Can you tell us more about your use case?
As Stewart mentioned, the a!writeToDataStoreEntity()* function writes to the DB upon the execution of any save action, so it might be helpful for you to describe what you want to accomplish, what you've tried already, and what you're having issues with.
Thanks Stewart Burchell that's working good.
The form had two buttons, Save for Later and Submit. On Save For Later, user didn't want to navigate away from UI. The form is divided into multiple parts for being a huge form. Every part has "Save for Later" which we wanted to save data in DB without navigating away.

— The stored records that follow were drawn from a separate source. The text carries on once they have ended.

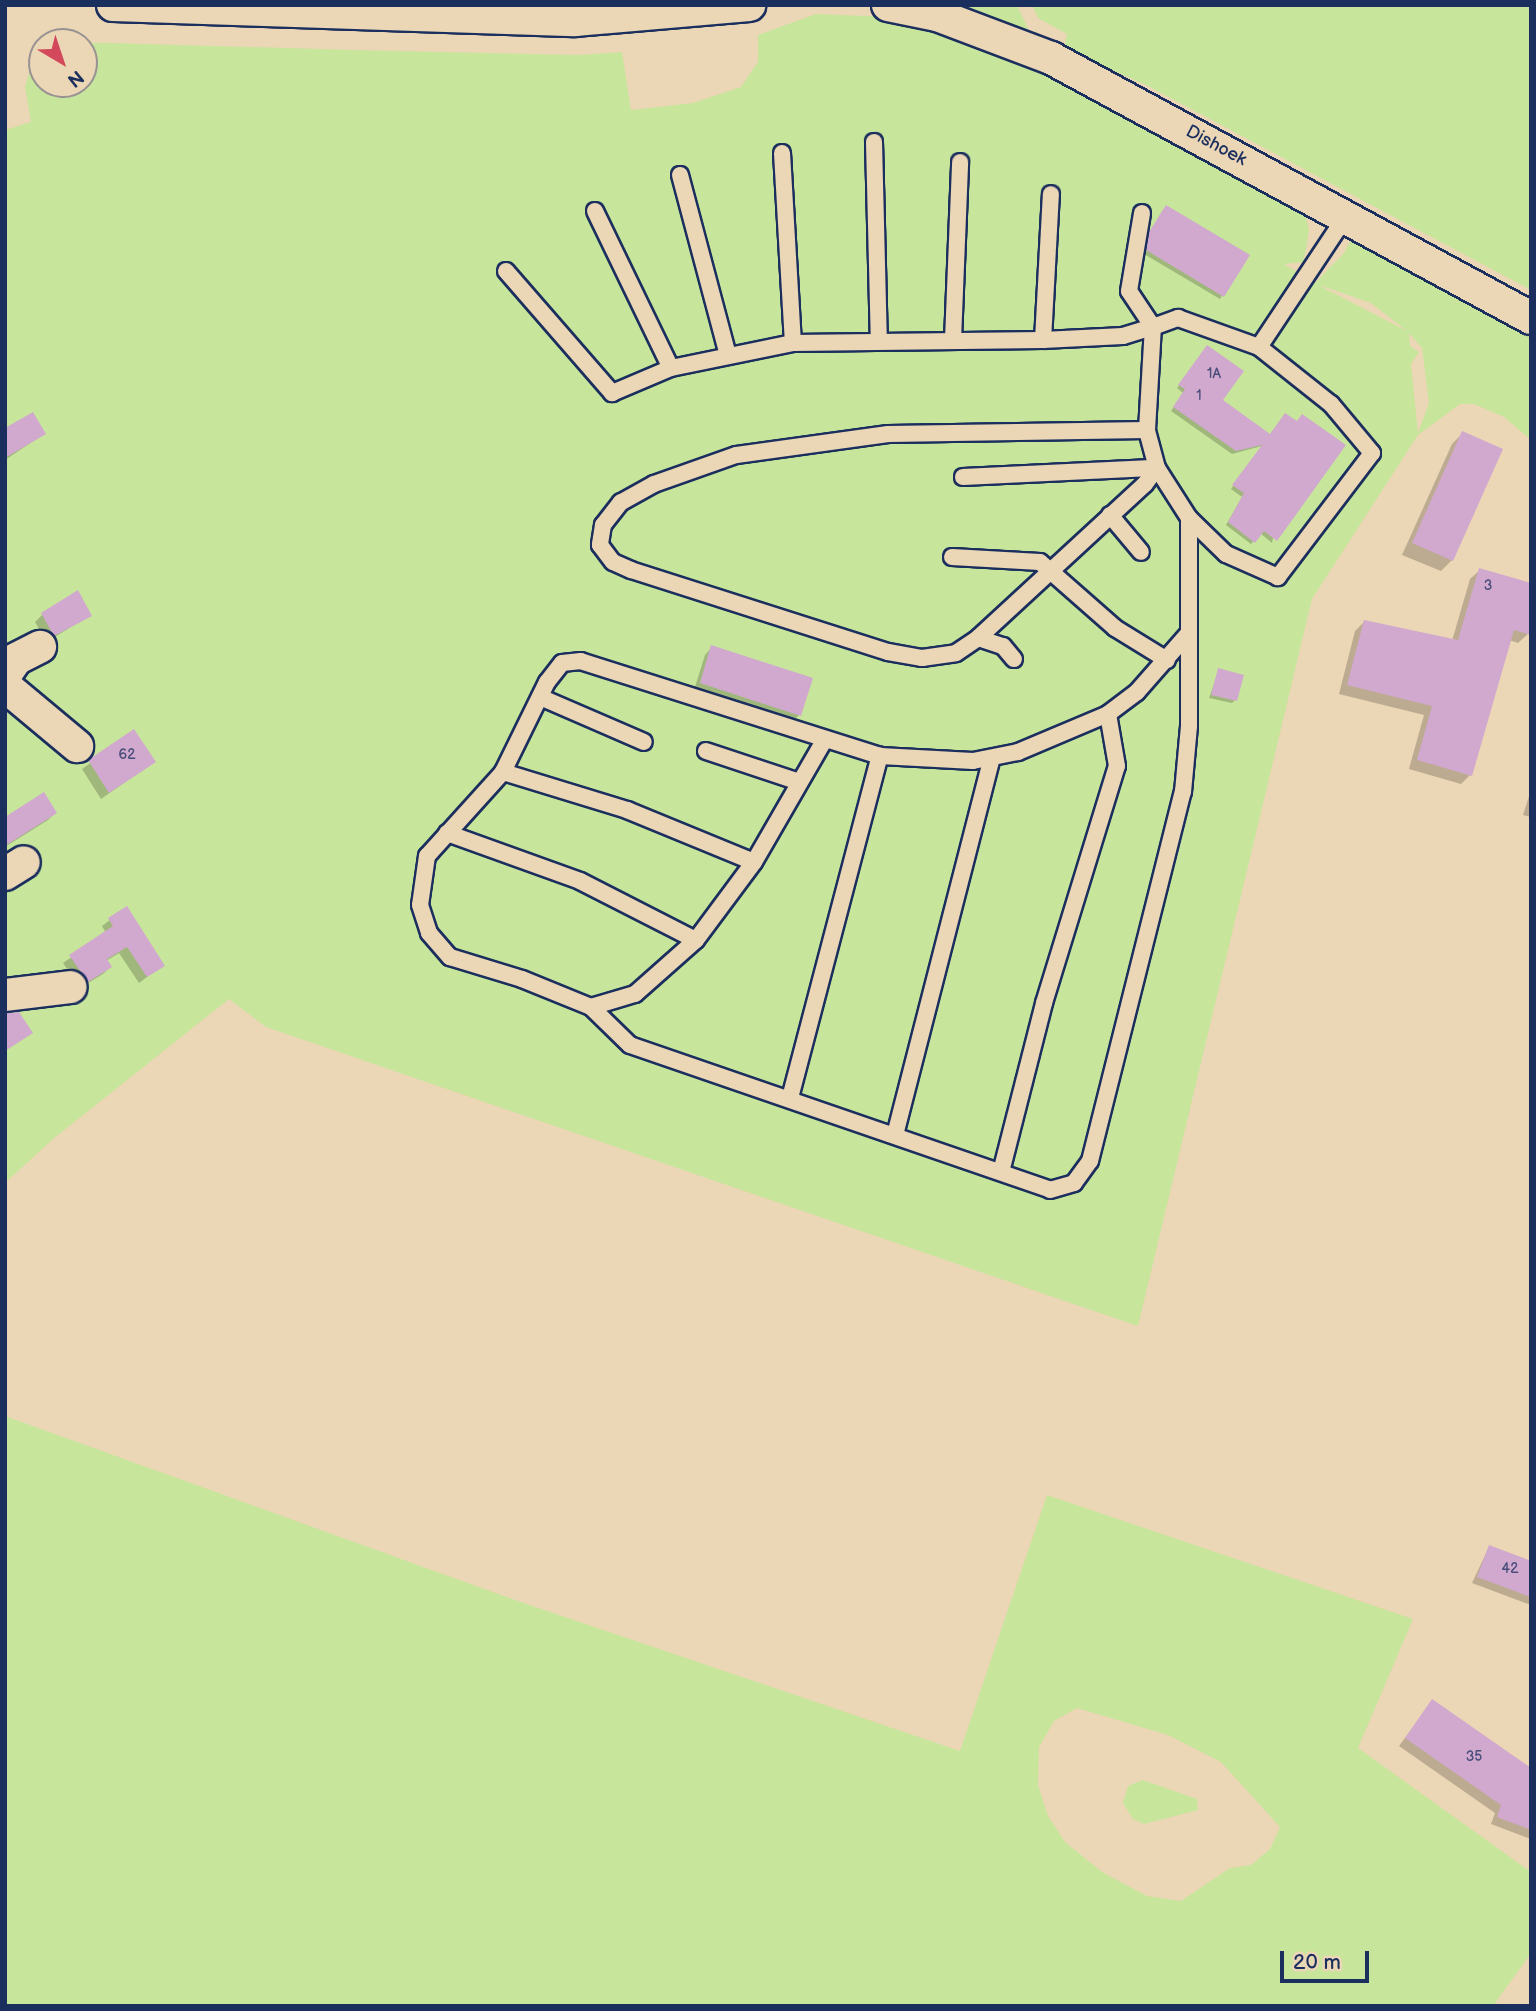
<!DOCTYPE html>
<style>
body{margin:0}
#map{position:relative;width:1536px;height:2011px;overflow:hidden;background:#ebd6b5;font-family:"Balsamiq Sans",sans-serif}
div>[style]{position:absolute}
.green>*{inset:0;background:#c8e59c}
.shadow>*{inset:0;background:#0003}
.building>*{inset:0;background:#d1a8ce}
.roads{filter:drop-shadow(2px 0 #1b2f5e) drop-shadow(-2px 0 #1b2f5e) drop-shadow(0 2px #1b2f5e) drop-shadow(0 -2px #1b2f5e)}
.lane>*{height:16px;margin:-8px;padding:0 8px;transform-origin:8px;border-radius:8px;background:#ebd6b5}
.street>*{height:32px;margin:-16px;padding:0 16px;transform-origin:16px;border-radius:16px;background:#ebd6b5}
span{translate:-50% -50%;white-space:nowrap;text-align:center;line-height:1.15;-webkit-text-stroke:7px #ebd6b5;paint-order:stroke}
.number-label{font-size:14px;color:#484d7a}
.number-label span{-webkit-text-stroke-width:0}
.street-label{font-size:18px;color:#1b2f5e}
.frame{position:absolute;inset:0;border:7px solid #1b2f5e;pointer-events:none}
.north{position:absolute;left:28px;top:28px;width:70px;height:70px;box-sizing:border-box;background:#ebd6b5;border:2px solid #989392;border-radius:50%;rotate:141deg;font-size:19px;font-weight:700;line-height:28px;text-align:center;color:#1b2f5e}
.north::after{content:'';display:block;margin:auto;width:24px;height:32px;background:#d1495b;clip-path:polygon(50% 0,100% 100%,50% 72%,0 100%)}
.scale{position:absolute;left:1280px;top:1951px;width:89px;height:32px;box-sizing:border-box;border:4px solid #1b2f5e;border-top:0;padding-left:9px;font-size:21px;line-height:24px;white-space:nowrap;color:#1b2f5e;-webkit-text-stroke:5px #ebd6b5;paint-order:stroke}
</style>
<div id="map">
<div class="green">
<i style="clip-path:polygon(953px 5px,1017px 5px,1031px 35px)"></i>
<i style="clip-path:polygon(1032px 5px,1531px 5px,1531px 290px,1146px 85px,1064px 49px,1067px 34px,1038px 18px)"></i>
<i style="clip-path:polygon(evenodd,816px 14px,891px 17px,950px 31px,1085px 90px,1303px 206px,1309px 230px,1306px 250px,1303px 262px,1284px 264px,1315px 283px,1344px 253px,1355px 232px,1531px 331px,1531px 440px,1504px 417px,1474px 404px,1460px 404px,1418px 435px,1312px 599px,1138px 1326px,266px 1027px,229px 999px,53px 1139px,5px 1183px,5px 130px,31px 122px,25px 87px,34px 57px,42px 48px,42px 84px,84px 84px,84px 42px,72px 42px,78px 42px,354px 50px,579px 55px,622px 52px,631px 110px,693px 103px,741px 87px,758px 62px,758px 35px,816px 14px,1322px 286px,1371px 303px,1407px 331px,1322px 287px,1322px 286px,816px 14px,1409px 333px,1422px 348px,1429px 403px,1418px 433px,1411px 364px,1419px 352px,1410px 346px,1409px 333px)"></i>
<i style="clip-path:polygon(evenodd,5px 1416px,515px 1600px,960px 1751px,1047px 1495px,1413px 1619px,1358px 1748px,1531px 1872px,1531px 1953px,1493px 2006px,5px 2006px,5px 1416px,1077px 1708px,1168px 1735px,1221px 1762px,1280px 1827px,1270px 1849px,1251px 1865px,1230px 1868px,1181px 1901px,1147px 1896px,1102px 1872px,1065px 1842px,1048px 1816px,1038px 1785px,1039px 1747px,1054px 1721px,1077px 1708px)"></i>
<i style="clip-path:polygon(1143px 1780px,1197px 1799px,1198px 1810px,1144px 1824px,1133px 1819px,1123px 1803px,1128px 1786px)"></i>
</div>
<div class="shadow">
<i style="clip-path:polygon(1163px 210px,1247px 256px,1220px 299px,1144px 254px,1147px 237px)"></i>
<i style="clip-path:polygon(1205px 350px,1220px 400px,1269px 436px,1296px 423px,1272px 543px,1260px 533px,1251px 544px,1226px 525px,1242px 497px,1231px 489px,1262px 446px,1232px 454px,1171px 411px,1183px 393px,1177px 388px)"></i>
<i style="clip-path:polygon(5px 431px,44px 434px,5px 460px)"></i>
<i style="clip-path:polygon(1463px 433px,1452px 560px,1441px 571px,1402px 555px,1452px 444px)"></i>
<i style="clip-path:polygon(1480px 570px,1528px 634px,1518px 643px,1509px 640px,1470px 775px,1461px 784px,1409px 769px,1424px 715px,1339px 694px,1355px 631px,1364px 622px,1452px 641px,1470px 579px)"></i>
<i style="clip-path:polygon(42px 615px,90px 615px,47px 642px,35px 622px)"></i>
<i style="clip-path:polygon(712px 647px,799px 715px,792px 722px,694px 690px,705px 655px)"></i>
<i style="clip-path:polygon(1219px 670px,1235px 700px,1232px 703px,1209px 698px)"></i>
<i style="clip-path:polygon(134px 732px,154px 762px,101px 799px,82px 769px)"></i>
<i style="clip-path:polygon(1531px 790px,1531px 817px,1523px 815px)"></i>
<i style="clip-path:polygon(55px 813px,48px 820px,5px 847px,5px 819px)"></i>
<i style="clip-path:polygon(126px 908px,163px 965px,139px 983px,119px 953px,106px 961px,110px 967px,103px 974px,80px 988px,63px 963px,106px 933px,102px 926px)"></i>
<i style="clip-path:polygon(1489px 1547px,1531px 1564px,1531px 1605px,1472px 1583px)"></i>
<i style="clip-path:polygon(1432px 1702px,1531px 1782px,1531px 1839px,1491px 1824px,1495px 1813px,1399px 1746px)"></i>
</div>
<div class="building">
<i style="clip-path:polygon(1166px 205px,1250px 255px,1224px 297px,1146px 250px,1149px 232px)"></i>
<i style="clip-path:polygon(1207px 345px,1244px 371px,1223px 400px,1270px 434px,1285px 413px,1297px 421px,1302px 414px,1346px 445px,1277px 541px,1264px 531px,1255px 543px,1228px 522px,1244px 493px,1232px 485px,1262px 445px,1236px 451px,1173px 407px,1185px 389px,1178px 385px)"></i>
<i style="clip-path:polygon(33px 412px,46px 434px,5px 458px,5px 428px)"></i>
<i style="clip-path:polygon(1462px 431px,1503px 449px,1453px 561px,1412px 543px)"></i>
<i style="clip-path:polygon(1479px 568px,1531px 583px,1531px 635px,1514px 630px,1472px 776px,1417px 760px,1432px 706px,1347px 685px,1364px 620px,1458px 640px)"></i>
<i style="clip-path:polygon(78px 590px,92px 616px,54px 636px,41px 613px)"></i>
<i style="clip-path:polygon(711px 645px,813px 678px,801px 716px,700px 683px)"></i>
<i style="clip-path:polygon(1218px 668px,1244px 675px,1237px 701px,1211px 695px)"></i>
<i style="clip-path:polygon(134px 729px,156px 762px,109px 793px,88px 760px)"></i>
<i style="clip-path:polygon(44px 792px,57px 813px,5px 846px,5px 817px)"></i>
<i style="clip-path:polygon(127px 906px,165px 966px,147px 977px,127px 947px,107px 959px,112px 967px,88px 982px,69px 955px,113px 926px,108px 918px)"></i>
<i style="clip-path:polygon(19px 1012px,33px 1033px,5px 1051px,5px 1013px)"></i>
<i style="clip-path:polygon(1489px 1545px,1531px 1561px,1531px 1597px,1477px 1577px)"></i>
<i style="clip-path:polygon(1432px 1699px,1531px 1768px,1531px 1830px,1497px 1817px,1501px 1805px,1405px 1738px)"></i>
</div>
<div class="roads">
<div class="lane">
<i style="left:874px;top:142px;width:198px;rotate:88.6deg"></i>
<i style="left:782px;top:153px;width:190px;rotate:86.7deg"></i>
<i style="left:680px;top:175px;width:187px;rotate:75.1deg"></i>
<i style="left:595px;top:211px;width:174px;rotate:64.2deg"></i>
<i style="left:506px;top:271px;width:162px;rotate:49deg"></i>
<i style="left:612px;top:393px;width:64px;rotate:-23deg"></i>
<i style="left:671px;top:368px;width:125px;rotate:-11.6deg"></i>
<i style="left:793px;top:343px;width:250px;rotate:-0.7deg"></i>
<i style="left:1043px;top:340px;width:80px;rotate:-2.9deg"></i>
<i style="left:1123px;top:336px;width:31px;rotate:-17deg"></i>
<i style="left:1153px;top:327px;width:43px;rotate:-123.7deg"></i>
<i style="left:1129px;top:291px;width:79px;rotate:-80.5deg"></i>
<i style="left:1178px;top:318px;width:86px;rotate:19.7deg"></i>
<i style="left:1259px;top:347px;width:92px;rotate:38.4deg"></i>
<i style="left:1331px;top:404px;width:64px;rotate:50.1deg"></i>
<i style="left:1372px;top:453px;width:156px;rotate:127.2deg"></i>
<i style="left:1278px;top:577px;width:57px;rotate:-156.1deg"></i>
<i style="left:1226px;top:554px;width:52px;rotate:-135.8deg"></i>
<i style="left:1189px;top:518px;width:59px;rotate:-122.6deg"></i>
<i style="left:1157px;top:468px;width:39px;rotate:-105deg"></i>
<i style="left:1147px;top:430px;width:103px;rotate:-86.7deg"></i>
<i style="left:1153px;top:327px;width:27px;rotate:-20deg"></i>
<i style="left:953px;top:340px;width:178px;rotate:-87.7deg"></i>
<i style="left:1043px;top:340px;width:146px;rotate:-86.9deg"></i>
<i style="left:1259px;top:347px;width:157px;rotate:-56.4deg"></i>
<i style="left:1147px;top:430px;width:259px;rotate:179.1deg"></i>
<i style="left:888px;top:434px;width:153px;rotate:172.1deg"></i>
<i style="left:736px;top:455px;width:87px;rotate:160.5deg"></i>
<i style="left:654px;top:484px;width:38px;rotate:151deg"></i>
<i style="left:621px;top:502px;width:29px;rotate:128deg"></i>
<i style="left:603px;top:525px;width:20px;rotate:99deg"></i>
<i style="left:600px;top:545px;width:21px;rotate:53deg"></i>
<i style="left:613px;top:562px;width:20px;rotate:24deg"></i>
<i style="left:631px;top:570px;width:270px;rotate:17.7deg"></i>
<i style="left:888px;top:652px;width:35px;rotate:10deg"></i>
<i style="left:922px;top:658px;width:34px;rotate:-8deg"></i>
<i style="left:956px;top:653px;width:27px;rotate:-34deg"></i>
<i style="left:978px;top:638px;width:227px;rotate:-42.7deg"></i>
<i style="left:1145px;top:484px;width:20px;rotate:-53deg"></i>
<i style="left:963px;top:477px;width:194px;rotate:-2.7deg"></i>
<i style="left:1110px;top:515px;width:48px;rotate:50deg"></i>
<i style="left:952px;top:557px;width:88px;rotate:3.3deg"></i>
<i style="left:1040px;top:562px;width:100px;rotate:41.3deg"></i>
<i style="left:1115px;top:628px;width:61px;rotate:31.6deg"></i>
<i style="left:1187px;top:635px;width:76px;rotate:131.3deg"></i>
<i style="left:1137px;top:692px;width:36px;rotate:143deg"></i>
<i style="left:1108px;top:714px;width:98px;rotate:157.1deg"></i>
<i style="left:1018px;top:752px;width:46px;rotate:168.7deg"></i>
<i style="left:973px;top:761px;width:93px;rotate:-176.9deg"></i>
<i style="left:880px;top:756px;width:314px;rotate:-162.4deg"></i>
<i style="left:581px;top:661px;width:19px;rotate:174deg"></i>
<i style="left:562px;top:663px;width:24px;rotate:128deg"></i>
<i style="left:547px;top:682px;width:100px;rotate:116.1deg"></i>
<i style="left:503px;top:772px;width:113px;rotate:132.1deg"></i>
<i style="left:427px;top:856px;width:49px;rotate:98.1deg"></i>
<i style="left:420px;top:905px;width:29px;rotate:72deg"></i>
<i style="left:429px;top:933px;width:32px;rotate:49deg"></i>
<i style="left:450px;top:957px;width:75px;rotate:17deg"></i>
<i style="left:522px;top:979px;width:74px;rotate:22.1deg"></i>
<i style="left:591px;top:1007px;width:54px;rotate:44.3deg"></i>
<i style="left:630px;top:1045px;width:444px;rotate:19deg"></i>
<i style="left:1050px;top:1190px;width:25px;rotate:-16deg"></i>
<i style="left:1074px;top:1183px;width:27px;rotate:-54deg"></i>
<i style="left:1090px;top:1161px;width:381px;rotate:-75.9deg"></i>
<i style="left:1183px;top:792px;width:66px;rotate:-84.8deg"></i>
<i style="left:1189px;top:726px;width:208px;rotate:-90deg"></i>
<i style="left:978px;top:638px;width:26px;rotate:18deg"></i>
<i style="left:1003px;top:646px;width:17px;rotate:50deg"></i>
<i style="left:540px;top:697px;width:113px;rotate:23.4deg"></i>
<i style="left:706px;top:751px;width:98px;rotate:18.4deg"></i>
<i style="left:503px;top:772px;width:130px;rotate:17deg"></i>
<i style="left:627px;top:810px;width:137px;rotate:22.3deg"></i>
<i style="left:447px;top:833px;width:141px;rotate:19.8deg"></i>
<i style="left:580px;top:881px;width:130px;rotate:27deg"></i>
<i style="left:591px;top:1007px;width:46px;rotate:-16.5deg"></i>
<i style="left:635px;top:994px;width:81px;rotate:-41.5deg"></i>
<i style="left:696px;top:940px;width:97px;rotate:-53.4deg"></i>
<i style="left:754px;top:862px;width:142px;rotate:-60deg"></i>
<i style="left:790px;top:1098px;width:354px;rotate:-75.3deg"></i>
<i style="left:895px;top:1135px;width:389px;rotate:-75.6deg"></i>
<i style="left:1001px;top:1172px;width:174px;rotate:-75.7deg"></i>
<i style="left:1044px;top:1003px;width:248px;rotate:-72.9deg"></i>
<i style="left:1117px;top:766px;width:53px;rotate:-99.8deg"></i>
</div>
<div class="street">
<i style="left:113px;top:5px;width:462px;rotate:1.9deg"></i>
<i style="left:575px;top:20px;width:175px;rotate:-4.9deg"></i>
<i style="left:888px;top:5px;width:50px;rotate:11.5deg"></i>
<i style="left:937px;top:15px;width:122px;rotate:20.7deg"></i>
<i style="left:1051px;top:58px;width:546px;rotate:28.44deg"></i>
<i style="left:5px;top:675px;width:19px;rotate:-55deg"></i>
<i style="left:16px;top:659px;width:27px;rotate:-27deg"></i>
<i style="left:5px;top:686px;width:94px;rotate:39.8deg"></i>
<i style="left:5px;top:874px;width:22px;rotate:-32deg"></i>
<i style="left:5px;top:995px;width:66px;rotate:-6.9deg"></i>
</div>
</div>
<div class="number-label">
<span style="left:1214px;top:374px">1A</span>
<span style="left:1199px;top:396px">1</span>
<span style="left:1488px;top:586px">3</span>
<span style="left:127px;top:755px">62</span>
<span style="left:1510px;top:1569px">42</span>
<span style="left:1474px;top:1757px">35</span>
</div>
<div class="street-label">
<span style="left:1216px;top:146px;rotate:28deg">Dishoek</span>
</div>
<div class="frame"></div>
<div class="north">N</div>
<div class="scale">20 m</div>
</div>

To note, a trick you can use when you need to navigate away temporarily, such as uploading a document, saving data (with the Write to Datastore service), you can submit the form and chain through these other services, chain back to the form and it will appear to the user that they never left. With something such as wizard type interfaces you can pass a reference back in as to where the user was viewing and re-load that section on return.
Otherwise, the a!writeToDataStoreEntity() services works well when you can apply it within a save action.
Chris said:To note, a trick you can use when you need to navigate away temporarily, such as uploading a document, saving data (with the Write to Datastore service), you can submit the form and chain through these other services, chain back to the form and it will appear to the user that they never left.
This is what I usually advise too - it means the data will be safely cached within the process instance, without having to write it to the DB early (sometimes before we're truly ready to). It's probably the single most straightforward solution, as it requires very little modification to a form-and-process that was properly designed from the start.